▸ **Assignment**
Lines that include the string "picture" are the ones to copy from the entries below.

▸ **Information provided**
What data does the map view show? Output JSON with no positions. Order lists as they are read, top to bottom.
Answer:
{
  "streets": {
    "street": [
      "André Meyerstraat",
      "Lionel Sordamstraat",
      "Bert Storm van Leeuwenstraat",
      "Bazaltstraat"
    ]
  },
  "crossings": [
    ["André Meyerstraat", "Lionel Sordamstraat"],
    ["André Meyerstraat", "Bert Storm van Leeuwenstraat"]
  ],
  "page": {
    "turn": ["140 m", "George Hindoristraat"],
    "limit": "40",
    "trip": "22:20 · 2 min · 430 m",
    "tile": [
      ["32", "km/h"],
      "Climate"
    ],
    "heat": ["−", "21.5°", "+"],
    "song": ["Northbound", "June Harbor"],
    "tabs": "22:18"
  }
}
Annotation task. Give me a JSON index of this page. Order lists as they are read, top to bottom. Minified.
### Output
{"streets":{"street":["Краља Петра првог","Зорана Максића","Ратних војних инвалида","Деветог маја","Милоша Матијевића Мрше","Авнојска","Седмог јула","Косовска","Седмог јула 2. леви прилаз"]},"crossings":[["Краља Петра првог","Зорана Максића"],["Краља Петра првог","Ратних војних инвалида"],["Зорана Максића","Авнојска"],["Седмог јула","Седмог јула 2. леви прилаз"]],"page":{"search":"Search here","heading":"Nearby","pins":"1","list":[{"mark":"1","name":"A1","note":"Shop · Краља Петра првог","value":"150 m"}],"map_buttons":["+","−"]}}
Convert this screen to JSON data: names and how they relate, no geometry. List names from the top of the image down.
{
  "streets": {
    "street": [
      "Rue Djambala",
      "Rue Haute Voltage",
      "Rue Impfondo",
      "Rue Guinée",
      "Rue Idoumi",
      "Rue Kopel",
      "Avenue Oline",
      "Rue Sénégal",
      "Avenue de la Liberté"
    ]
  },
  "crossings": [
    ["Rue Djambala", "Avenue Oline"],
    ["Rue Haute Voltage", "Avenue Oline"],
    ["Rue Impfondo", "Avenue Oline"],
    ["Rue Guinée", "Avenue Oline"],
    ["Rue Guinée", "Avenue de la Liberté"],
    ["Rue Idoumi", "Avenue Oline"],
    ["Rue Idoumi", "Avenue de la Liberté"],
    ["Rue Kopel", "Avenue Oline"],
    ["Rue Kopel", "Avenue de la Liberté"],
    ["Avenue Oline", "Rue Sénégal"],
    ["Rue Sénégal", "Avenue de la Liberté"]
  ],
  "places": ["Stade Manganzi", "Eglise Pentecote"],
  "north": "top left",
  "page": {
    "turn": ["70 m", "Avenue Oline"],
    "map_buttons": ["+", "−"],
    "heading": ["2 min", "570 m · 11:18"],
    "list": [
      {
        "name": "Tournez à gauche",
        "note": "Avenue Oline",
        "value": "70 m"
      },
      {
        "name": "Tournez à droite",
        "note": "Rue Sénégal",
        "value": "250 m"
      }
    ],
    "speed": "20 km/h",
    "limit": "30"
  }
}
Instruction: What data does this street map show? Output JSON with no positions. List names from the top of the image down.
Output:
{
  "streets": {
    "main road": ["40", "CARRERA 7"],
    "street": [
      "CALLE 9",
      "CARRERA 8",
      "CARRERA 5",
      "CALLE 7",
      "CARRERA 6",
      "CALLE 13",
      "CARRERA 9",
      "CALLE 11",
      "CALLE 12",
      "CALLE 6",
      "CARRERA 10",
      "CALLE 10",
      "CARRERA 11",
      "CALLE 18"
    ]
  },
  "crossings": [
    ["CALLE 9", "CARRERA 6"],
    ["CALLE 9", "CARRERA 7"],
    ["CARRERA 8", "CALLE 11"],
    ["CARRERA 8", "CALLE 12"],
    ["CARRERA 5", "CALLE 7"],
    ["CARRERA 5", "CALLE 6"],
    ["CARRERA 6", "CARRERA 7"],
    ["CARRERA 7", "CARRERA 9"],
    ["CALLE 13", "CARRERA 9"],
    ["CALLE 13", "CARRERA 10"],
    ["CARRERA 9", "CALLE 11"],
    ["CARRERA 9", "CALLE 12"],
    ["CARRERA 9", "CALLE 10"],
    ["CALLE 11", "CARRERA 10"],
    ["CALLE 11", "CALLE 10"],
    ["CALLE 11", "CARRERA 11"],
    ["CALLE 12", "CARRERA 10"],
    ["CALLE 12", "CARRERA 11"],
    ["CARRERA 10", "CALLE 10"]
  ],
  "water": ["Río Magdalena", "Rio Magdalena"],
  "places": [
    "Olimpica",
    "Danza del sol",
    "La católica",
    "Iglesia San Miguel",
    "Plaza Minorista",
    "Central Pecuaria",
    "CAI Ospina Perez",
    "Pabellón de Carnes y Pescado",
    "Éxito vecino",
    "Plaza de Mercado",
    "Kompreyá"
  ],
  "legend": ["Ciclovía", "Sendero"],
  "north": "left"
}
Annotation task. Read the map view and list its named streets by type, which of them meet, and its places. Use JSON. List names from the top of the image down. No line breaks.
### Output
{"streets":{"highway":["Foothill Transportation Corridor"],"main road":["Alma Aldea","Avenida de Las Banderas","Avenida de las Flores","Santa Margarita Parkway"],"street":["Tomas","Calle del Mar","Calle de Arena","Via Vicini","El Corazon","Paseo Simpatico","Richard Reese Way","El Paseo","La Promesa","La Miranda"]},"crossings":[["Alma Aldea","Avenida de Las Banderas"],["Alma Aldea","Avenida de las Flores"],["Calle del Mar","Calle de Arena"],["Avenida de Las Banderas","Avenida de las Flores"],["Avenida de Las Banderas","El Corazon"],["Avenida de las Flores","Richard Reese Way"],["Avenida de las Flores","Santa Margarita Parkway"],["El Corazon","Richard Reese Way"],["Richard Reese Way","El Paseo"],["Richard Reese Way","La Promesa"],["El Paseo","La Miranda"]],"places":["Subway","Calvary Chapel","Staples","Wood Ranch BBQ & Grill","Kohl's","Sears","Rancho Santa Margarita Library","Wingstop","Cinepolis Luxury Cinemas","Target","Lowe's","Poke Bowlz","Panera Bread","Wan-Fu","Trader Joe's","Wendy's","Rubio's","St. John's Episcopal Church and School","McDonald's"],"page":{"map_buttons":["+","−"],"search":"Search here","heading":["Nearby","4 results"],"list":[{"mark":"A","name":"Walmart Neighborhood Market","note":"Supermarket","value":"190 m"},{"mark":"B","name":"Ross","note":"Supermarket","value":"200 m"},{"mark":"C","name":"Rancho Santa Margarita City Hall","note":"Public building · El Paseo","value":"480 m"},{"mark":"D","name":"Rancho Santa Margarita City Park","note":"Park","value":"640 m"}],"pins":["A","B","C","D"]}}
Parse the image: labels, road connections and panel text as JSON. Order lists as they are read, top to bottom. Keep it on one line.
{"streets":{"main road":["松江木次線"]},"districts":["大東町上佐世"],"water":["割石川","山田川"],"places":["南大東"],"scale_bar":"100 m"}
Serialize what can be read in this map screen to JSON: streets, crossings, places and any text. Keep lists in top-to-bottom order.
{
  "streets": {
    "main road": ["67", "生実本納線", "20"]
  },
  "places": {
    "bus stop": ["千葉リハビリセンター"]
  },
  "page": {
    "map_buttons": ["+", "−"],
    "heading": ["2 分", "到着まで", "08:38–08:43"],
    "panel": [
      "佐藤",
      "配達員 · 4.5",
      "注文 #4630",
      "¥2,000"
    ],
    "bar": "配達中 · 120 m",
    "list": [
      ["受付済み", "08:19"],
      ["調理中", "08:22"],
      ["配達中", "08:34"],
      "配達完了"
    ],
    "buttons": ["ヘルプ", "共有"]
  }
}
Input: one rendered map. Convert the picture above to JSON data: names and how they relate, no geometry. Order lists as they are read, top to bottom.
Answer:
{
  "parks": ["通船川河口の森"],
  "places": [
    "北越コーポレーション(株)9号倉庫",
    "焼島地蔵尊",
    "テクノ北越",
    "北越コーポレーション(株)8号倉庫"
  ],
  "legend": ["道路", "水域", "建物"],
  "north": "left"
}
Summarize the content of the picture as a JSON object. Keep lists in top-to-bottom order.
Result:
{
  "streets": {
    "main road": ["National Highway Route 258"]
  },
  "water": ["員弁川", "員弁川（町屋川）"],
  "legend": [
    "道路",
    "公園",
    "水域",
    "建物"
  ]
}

▸ **Exercise response**
Input: one rendered map. Convert the picture above to JSON data: names and how they relate, no geometry. Order lists as they are read, top to bottom.
Summarize the content of the picture as a JSON object. Keep lists in top-to-bottom order.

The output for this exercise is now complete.